Este sacramento configura al obispo y al sacerdote con Cristo como Cabeza de la Iglesia en su triple oficio de sacerdote, profeta y rey. Este sacramento configura al diácono con Cristo como siervo.
El sacramento del Orden Sagrado, al igual que el Bautismo y la Confirmación, confiere un carácter indeleble o permanente al que lo recibe. Esto significa que este sacramento no puede recibirse de nuevo. El carácter indeleble es un recordatorio para el obispo, el sacerdote o el diácono de que la vocación y la misión que recibió el día de su ordenación lo marcan de forma permanente. Al igual que el Bautismo y la Confirmación, que también confieren un carácter permanente, el Orden Sagrado nunca se repite.

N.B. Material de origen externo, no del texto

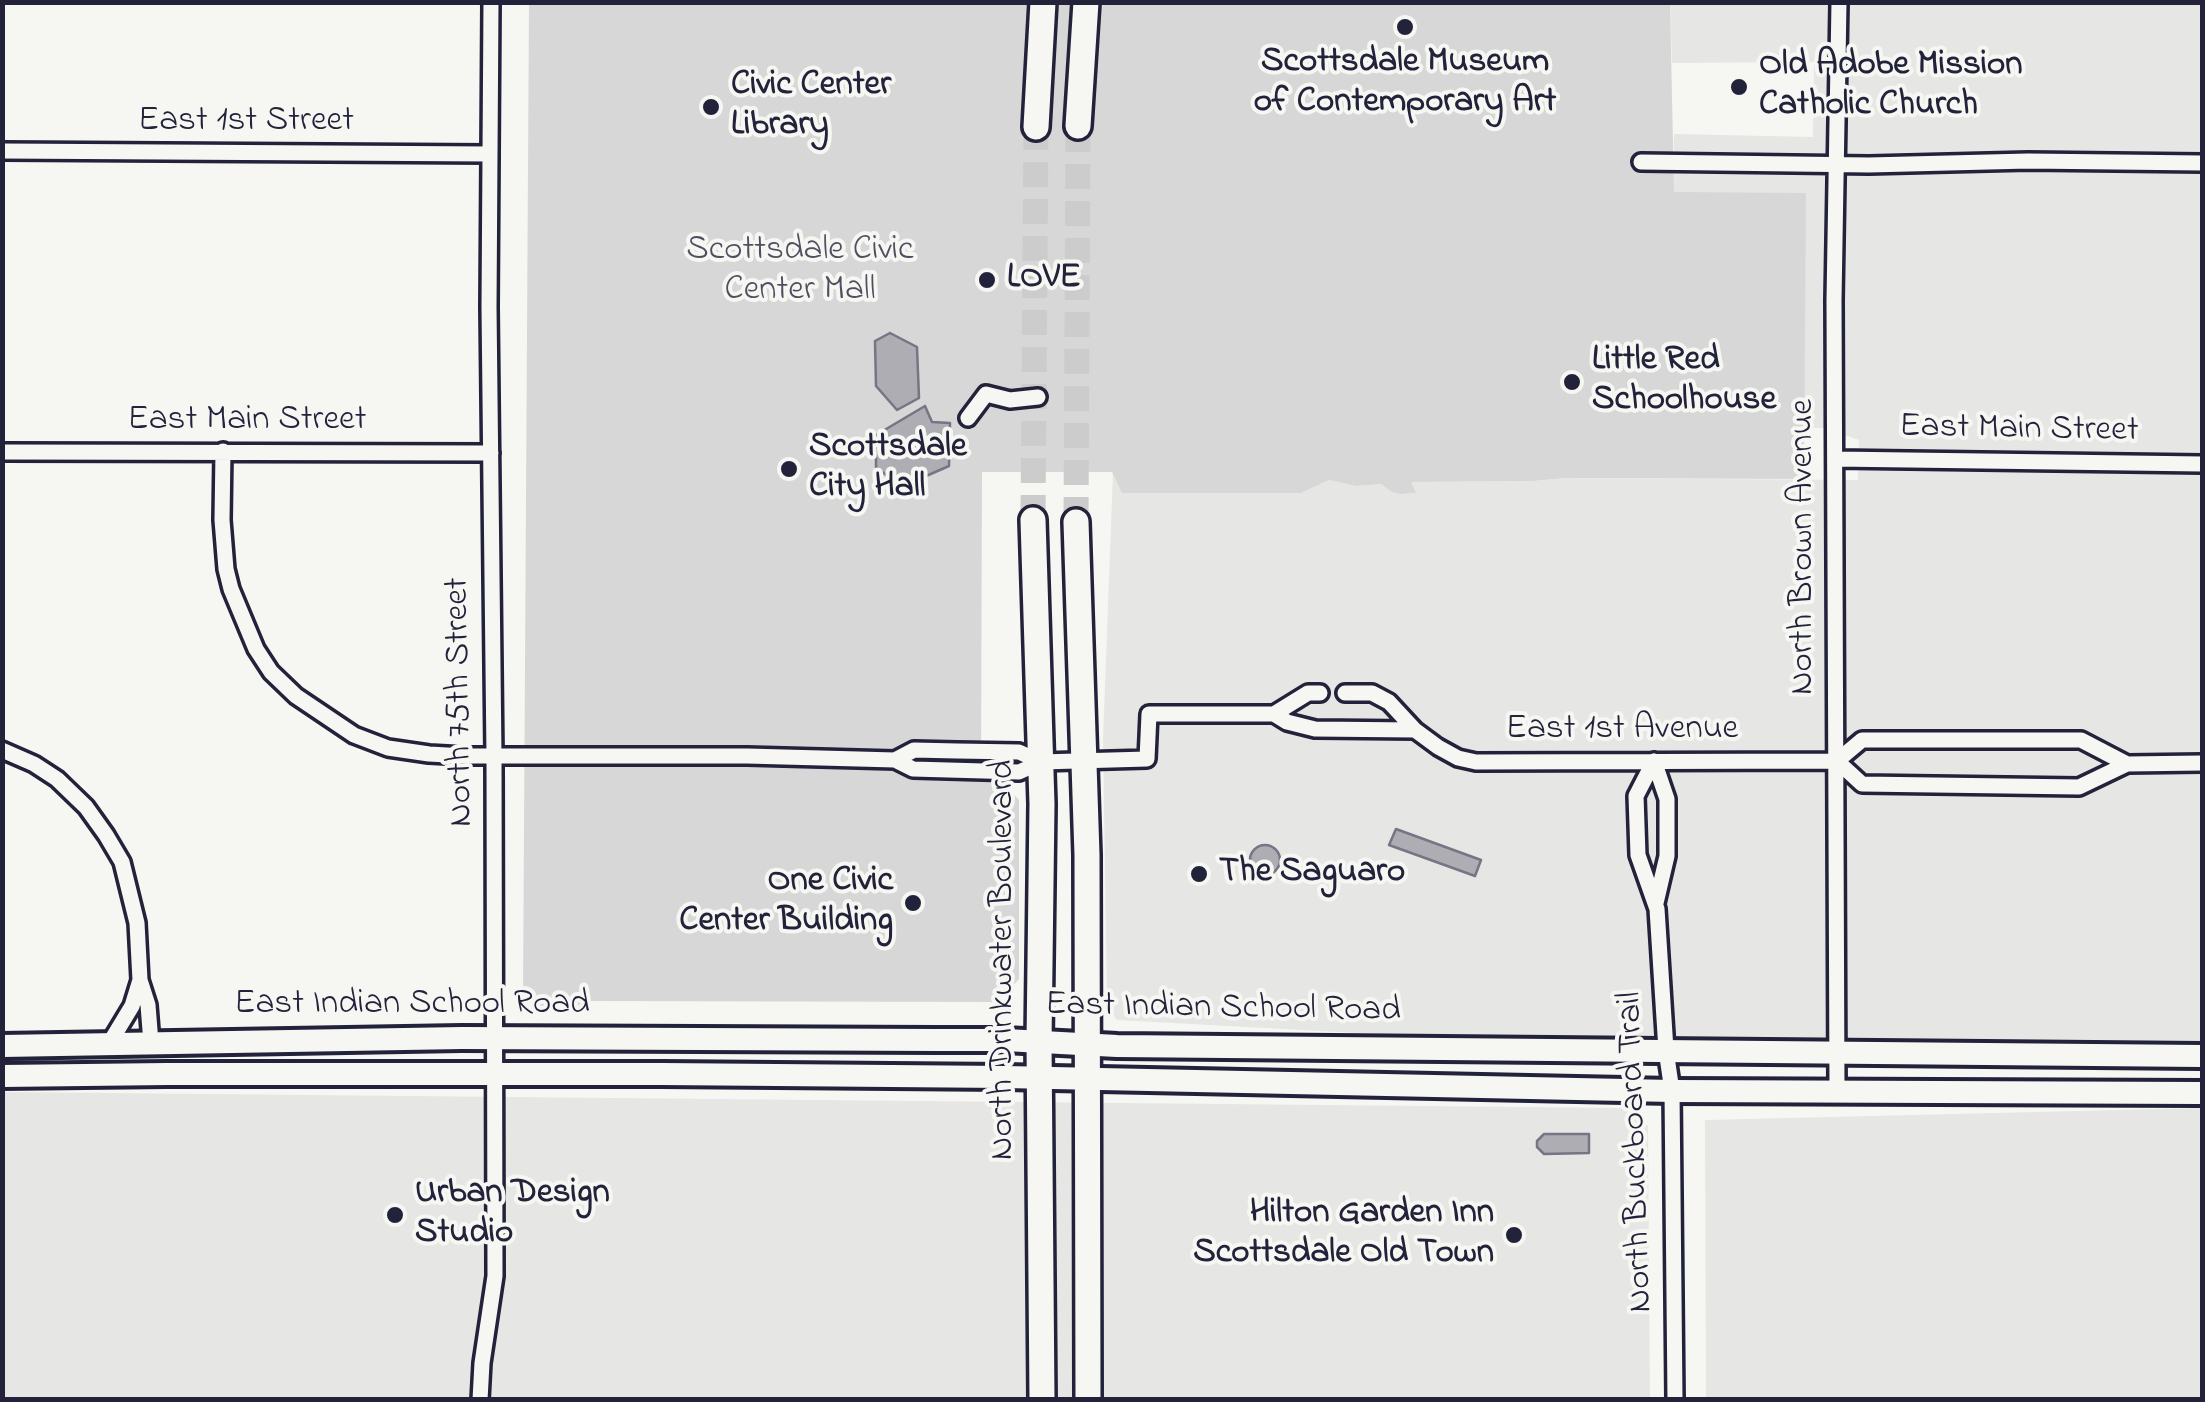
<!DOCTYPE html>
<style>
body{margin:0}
#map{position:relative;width:2205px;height:1402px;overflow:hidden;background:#f6f6f2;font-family:"Indie Flower",sans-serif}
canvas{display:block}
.frame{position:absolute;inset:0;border:5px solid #22223b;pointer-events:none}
</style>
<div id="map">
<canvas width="2205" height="1402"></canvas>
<div class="frame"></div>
</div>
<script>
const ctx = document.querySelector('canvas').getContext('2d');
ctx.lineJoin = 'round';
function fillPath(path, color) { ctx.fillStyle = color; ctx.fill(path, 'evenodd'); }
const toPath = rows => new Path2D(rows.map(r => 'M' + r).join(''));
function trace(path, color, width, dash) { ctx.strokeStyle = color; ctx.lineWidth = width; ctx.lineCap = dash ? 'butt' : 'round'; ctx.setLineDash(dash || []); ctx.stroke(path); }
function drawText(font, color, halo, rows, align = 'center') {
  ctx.font = font + ' "Indie Flower",sans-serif'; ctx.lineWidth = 8; ctx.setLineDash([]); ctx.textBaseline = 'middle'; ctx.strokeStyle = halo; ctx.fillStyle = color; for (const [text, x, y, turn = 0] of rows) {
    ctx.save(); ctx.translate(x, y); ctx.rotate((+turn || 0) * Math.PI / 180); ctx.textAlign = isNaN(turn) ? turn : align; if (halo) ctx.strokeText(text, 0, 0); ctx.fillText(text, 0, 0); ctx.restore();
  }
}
const built = toPath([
 [1511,3,2202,3,2202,1046,1731,1037,1469,1039,1117,1020,1107,1006,1103,739,1113,472,1301,493,1329,480,1356,486,1381,484,1392,492,1401,494,1415,493,1410,482,1533,481,1566,478,1858,480,1859,440,1825,428,1671,427,1674,134,1813,137,1814,62,1672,63,1670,5],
 [3,1092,1627,1108,1648,1126,1650,1399,3,1400],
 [2202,1108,2202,1399,1706,1399,1705,1120]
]);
const green = toPath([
 [529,3,1670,3,1674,192,1806,193,1804,479,1566,478,1533,481,1411,482,1416,493,1401,494,1392,492,1381,484,1356,486,1329,480,1301,493,1122,493,1112,472,982,472,981,777,999,778,1019,800,1019,979,997,1002,587,1001,586,1010,535,1009,523,994]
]);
const water = toPath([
 [890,333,917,347,919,398,897,410,876,386,875,341,890,333],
 [925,406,932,422,950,423,949,466,901,487,876,467,876,435,925,406],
 [1396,829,1481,860,1475,876,1389,845,1396,829],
 '1250 860a15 15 0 1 1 30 0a15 15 0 1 1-30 0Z',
 [1544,1134,1589,1134,1589,1153,1544,1154,1537,1147,1537,1141,1544,1134]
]);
const primaryTunnel = toPath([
 [1033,520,1036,127],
 [1076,522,1078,126]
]);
const street = toPath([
 [2,151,489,154],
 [1641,162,1869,165,2028,161,2202,163],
 [968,418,986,394,1010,400,1038,397],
 [223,451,222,520,226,569,231,589,256,649,271,672,296,696,354,735,388,748,429,754,465,756,747,756,895,760,913,769,1019,772,1041,762,1147,759,1149,714,1274,714,1287,722,1315,729,1415,730],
 [2,452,491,453],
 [1835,459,2202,464],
 [1345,693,1372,693,1389,702,1415,730,1438,747,1458,758,1476,762,1837,761,1862,740,2081,740,2127,764],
 [1274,714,1308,693,1320,693],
 [2,750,34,764,57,779,86,807,106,835,122,862,137,923,140,980,148,1005,151,1043],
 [895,760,914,750,957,751,1019,752,1041,762],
 [1654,761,1636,796,1638,855,1657,909,1666,1050,1672,1091,1675,1400],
 [1654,761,1667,799,1667,856,1656,903],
 [1837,761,1862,784,2079,787,2127,764,2202,763],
 [109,1044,132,1006,140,980],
 [1837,1092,1834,300,1839,2],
 [480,1400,482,1363,495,1276,494,756,489,307,491,2]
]);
const secondary = toPath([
 [2,1046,462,1038,936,1040,1005,1040,1117,1046,2202,1056],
 [2,1076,167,1074,662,1074,1005,1077,1672,1091,2202,1093]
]);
const primary = toPath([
 [1078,126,1086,2],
 [1036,127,1043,2],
 [1033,520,1042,804,1039,1042,1042,1400],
 [1076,522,1087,855,1088,1400]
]);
const markers = [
 [1405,27,10,"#22223b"],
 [1739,87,10,"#22223b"],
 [711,107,10,"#22223b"],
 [987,280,10,"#22223b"],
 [1572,382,10,"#22223b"],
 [789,469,10,"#22223b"],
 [1199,874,10,"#22223b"],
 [913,903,10,"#22223b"],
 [395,1215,10,"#22223b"],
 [1514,1235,10,"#22223b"]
];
const poiNames = [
 ["Scottsdale Museum",1405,64,"center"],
 ["of Contemporary Art",1405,104,"center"],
 ["Old Adobe Mission",1759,67],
 ["Catholic Church",1759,107],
 ["Civic Center",731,87],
 ["Library",731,127],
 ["LOVE",1007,280],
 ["Little Red",1592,362],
 ["Schoolhouse",1592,402],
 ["Scottsdale",809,449],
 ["City Hall",809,489],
 ["The Saguaro",1219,874],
 ["One Civic",893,883,"right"],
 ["Center Building",893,923,"right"],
 ["Urban Design",415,1195],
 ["Studio",415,1235],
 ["Hilton Garden Inn",1494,1215,"right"],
 ["Scottsdale Old Town",1494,1255,"right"]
];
const streetNames = [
 ["East 1st Street",246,123],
 ["East Main Street",247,422],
 ["East Main Street",2019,431,1],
 ["North Brown Avenue",1805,547,-90],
 ["North 75th Street",462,702,-91],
 ["East 1st Avenue",1622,731],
 ["North Drinkwater Boulevard",1005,960,-90],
 ["East Indian School Road",412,1006],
 ["East Indian School Road",1223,1010,1],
 ["North Buckboard Trail",1638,1152,-92]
];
const parkNames = [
 ["Scottsdale Civic",800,252],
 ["Center Mall",800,292]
];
fillPath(built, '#e6e6e4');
fillPath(green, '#d7d7d7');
fillPath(water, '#adadb3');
trace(water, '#757583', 2.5);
trace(primaryTunnel, '#cccccd', 25, [25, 12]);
trace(street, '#22223b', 22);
trace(secondary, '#22223b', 30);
trace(primary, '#22223b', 32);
trace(street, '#f6f6f2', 15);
trace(secondary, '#f6f6f2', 22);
trace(primary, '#f6f6f2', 25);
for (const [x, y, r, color] of markers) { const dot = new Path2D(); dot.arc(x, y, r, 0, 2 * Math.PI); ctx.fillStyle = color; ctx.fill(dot); trace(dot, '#f6f6f2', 4); }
drawText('bold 35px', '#22223b', '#f6f6f2', poiNames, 'left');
drawText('35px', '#22223b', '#f6f6f2', streetNames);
drawText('35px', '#4f4f62', '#f6f6f2', parkNames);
</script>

A un obispo se le concede la gracia de enseñar en nombre de Cristo; santificar a la Iglesia mediante la celebración de los sacramentos; guiar, gobernar y defender a la Iglesia; y ser un signo de la unidad de la Iglesia.

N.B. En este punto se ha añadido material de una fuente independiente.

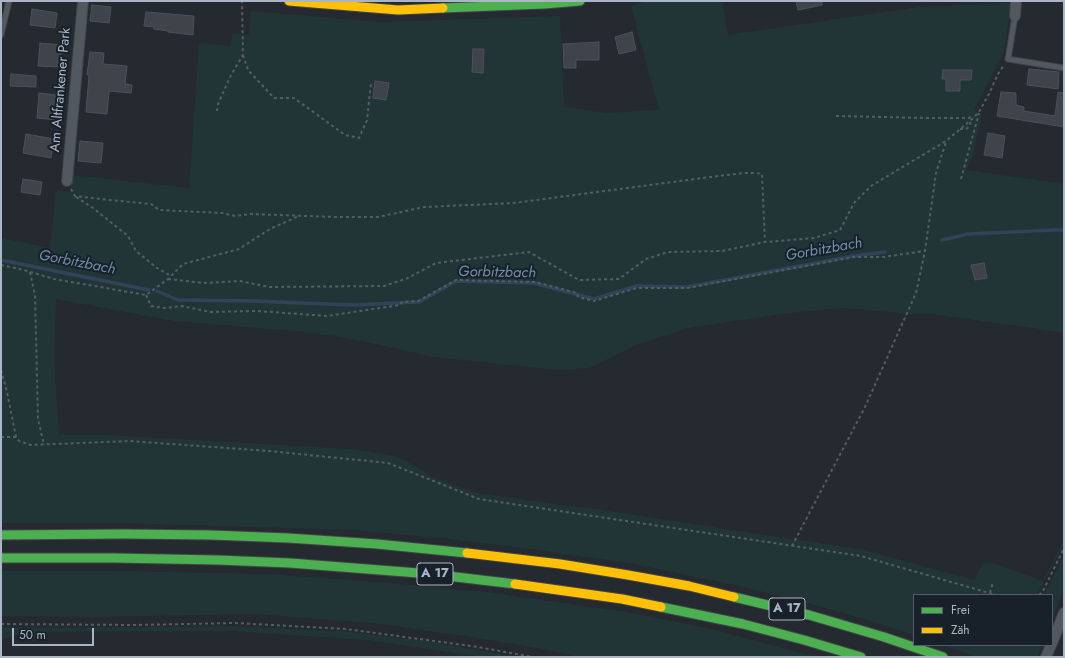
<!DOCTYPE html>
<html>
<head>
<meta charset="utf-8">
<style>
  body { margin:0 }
  #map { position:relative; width:1065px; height:658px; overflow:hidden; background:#242a30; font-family:Jost,sans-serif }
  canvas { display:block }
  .frame { position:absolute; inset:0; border:2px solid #abb6c4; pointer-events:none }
  .legend { position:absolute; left:913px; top:594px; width:140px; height:52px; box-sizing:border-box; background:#18202a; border:1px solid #535c68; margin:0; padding:5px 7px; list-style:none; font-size:12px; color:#abb6c4 }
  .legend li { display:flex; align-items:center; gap:8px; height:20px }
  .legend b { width:20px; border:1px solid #535c68 }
  .scale { position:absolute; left:12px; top:628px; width:82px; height:18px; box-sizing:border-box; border:2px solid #abb6c4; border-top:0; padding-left:5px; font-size:12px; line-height:14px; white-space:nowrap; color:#abb6c4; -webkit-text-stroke:3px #18202a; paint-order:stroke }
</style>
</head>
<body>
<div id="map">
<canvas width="1065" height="658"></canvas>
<div class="frame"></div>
<ul class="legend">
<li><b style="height:5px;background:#4caf50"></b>Frei</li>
<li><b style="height:5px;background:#ffc107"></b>Zäh</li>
</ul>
<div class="scale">50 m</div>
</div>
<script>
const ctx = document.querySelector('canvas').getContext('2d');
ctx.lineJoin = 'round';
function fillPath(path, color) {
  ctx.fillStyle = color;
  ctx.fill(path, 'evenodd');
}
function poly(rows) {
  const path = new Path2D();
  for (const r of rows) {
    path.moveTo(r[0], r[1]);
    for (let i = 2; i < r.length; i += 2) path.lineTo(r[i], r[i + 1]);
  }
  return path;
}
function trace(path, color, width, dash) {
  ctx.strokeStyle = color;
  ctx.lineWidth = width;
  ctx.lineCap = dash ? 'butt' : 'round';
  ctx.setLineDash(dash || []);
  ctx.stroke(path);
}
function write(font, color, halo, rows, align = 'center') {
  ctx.font = font + ' Jost,sans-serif';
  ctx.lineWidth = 4;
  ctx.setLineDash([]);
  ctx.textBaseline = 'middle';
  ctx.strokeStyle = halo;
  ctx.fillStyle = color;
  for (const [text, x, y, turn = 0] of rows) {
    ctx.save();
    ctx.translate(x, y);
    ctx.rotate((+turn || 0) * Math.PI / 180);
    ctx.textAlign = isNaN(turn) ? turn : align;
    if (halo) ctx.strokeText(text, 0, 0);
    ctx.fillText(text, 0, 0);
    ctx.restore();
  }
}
fillPath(poly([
  [647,1,722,1,728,35,919,7,1011,3,1004,52,974,110,982,115,972,158,966,170,1064,184,1064,333,1027,327,930,314,910,314,843,308,781,314,688,328,639,344,589,368,559,370,433,357,390,347,341,337,296,331,174,321,56,299,54,359,59,434,73,435,108,435,350,449,390,455,406,461,433,477,477,493,569,506,589,508,864,550,974,580,983,563,996,564,1043,581,1064,540,1064,544,1039,591,1036,595,914,595,914,635,884,625,805,602,735,585,629,563,538,550,440,538,352,530,122,523,1,523,1,238,50,248,56,191,71,192,71,175,189,188,199,43,231,46,232,33,249,35,251,11,379,22,560,16,564,107,607,113,659,110,631,6],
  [1064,556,1064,588,1052,619,1052,595,1044,595],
  [1,571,114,571,269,574,378,582,485,592,626,612,711,629,816,657,579,657,543,649,472,637,373,623,253,614,89,617,1,616],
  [238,626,351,632,424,641,518,657,482,657,368,640,231,631,168,631,31,632,1,639,1,627,24,628],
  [943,645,1042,645,1037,657,976,657]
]), '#213537');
trace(poly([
  [942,240,968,234,1053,230,1064,230],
  [1,260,149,290],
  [157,291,178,300,252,301,353,305,419,302,456,281,534,283,594,299,637,286,687,287,854,256,885,252]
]), '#30435a', 3.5);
const building = poly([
  [796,1,822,1,822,5,798,10,796,1],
  [92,5,111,7,109,23,90,21,92,5],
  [32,9,57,13,55,28,30,25,32,9],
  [146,12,194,16,193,35,168,32,168,31,154,29,154,27,144,26,146,12],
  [632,32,636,50,619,54,615,37,632,32],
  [599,42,599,60,576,60,576,68,564,68,563,44,599,42],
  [40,43,62,45,60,67,38,66,40,43],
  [473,49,484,49,483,73,472,72,473,49],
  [90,52,104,53,103,64,127,66,125,84,132,85,131,93,109,91,107,114,86,112,89,75,87,75,90,52],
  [1029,69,1059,72,1058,89,1027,85,1029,69],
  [943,70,972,70,971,80,960,80,960,91,946,91,946,79,942,79,943,70],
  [11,74,36,76,36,87,10,86,11,74],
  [375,81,389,83,386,100,373,98,375,81],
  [1001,92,1016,93,1016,105,1024,107,1024,111,1055,116,1058,92,1064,93,1064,127,997,116,1001,92],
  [39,93,58,95,56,120,37,118,39,93],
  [988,133,1005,136,1002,158,984,155,988,133],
  [26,134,54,139,51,158,23,153,26,134],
  [80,141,103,143,101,163,78,161,80,141],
  [23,179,42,182,40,195,21,192,23,179],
  [984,263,987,278,975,280,971,265,984,263]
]);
fillPath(building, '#3f444a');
trace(building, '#4b5159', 1);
const lane = poly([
  [1015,16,1008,59,1064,68],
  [1,35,9,1]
]);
const street = poly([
  [1015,16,1016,1],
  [67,181,83,1],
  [1052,643,1064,613],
  [1046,657,1051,645]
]);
const fast = poly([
  [443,8,544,4,580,1],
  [1,535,123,534,211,535,288,538,377,544,467,553],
  [1,558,115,558,218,560,290,563,431,574,515,584],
  [734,597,809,615,884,637,943,657],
  [661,607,743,624,804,640,861,657]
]);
const slow = poly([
  [289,1,398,10,443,8],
  [467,553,560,564,628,575,689,586,734,597],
  [515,584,622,599,661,607]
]);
trace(lane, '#404449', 7);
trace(street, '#404449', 12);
trace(fast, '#404449', 11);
trace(slow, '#404449', 11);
trace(poly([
  [243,55,248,70,274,98,294,98,345,135,359,138,367,120,371,83],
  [217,111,218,104,231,75,243,55,242,1],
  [836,116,928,118,969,118,973,116],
  [960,129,966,129,969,127,971,121],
  [961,179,979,113],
  [71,189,75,196,110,200,151,204,159,210,222,213,235,216,250,214,335,217,378,217,424,207,514,203,718,176,745,173,756,173,762,174,765,242],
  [76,197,93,208,128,236,136,251,157,268,171,276],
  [1,265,24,270,54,279,146,295,168,279,183,264,239,249,270,229,299,216],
  [30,272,35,295,38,419,44,445],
  [168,279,204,283,240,281,269,287,384,286,408,278,436,263,529,252,579,280,619,279,646,259,668,252,722,251,765,242,814,238,840,230,854,203,871,186,946,141,971,120,979,112,989,94,998,74,1004,65],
  [146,295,151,306,164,308,182,306,210,312,258,311,327,316,400,305,402,302,418,301,456,280,535,282,577,293,578,297,594,301,637,288,687,288,854,257,883,257,925,251],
  [1,370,7,392,16,437,19,441,31,445,129,441,269,451,388,463,479,499,861,556,996,595],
  [1,437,16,437],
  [792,546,865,407,916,293,925,251,936,173,946,142],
  [990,593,993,582],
  [1039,595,1043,591,1064,548],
  [1,624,135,625,235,623,346,629,478,647,532,657]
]), '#565d62', 2, [3, 3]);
trace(lane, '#525860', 5);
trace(street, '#525860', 10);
trace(fast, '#4caf50', 9);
trace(slow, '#ffc107', 9);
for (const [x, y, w] of [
  [435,574,36],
  [787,609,36]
]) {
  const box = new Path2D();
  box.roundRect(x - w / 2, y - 11, w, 22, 3);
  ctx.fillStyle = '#18202a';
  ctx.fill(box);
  trace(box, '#abb6c4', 1);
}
write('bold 13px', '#abb6c4', null, [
  ["A 17",435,574],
  ["A 17",787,609]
]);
write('14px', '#abb6c4', '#18202a', [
  ["Am Altfrankener Park",61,90,-85]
]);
write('italic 15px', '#738ead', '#18202a', [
  ["Gorbitzbach",824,250,-10],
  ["Gorbitzbach",77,263,11],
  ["Gorbitzbach",497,273,1]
]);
</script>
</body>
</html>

A un sacerdote se le concede la gracia de proclamar el Evangelio y predicar, celebrar los sacramentos (excepto las órdenes sagradas) y pastorear al pueblo que se le ha confiado.
Un diácono en la Iglesia latina es ordenado para proclamar el Evangelio y predicar, bautizar, ayudar al obispo o al sacerdote en la celebración de la Eucaristía, asistir y bendecir matrimonios, presidir funerales y servir a la comunidad a través de obras de caridad.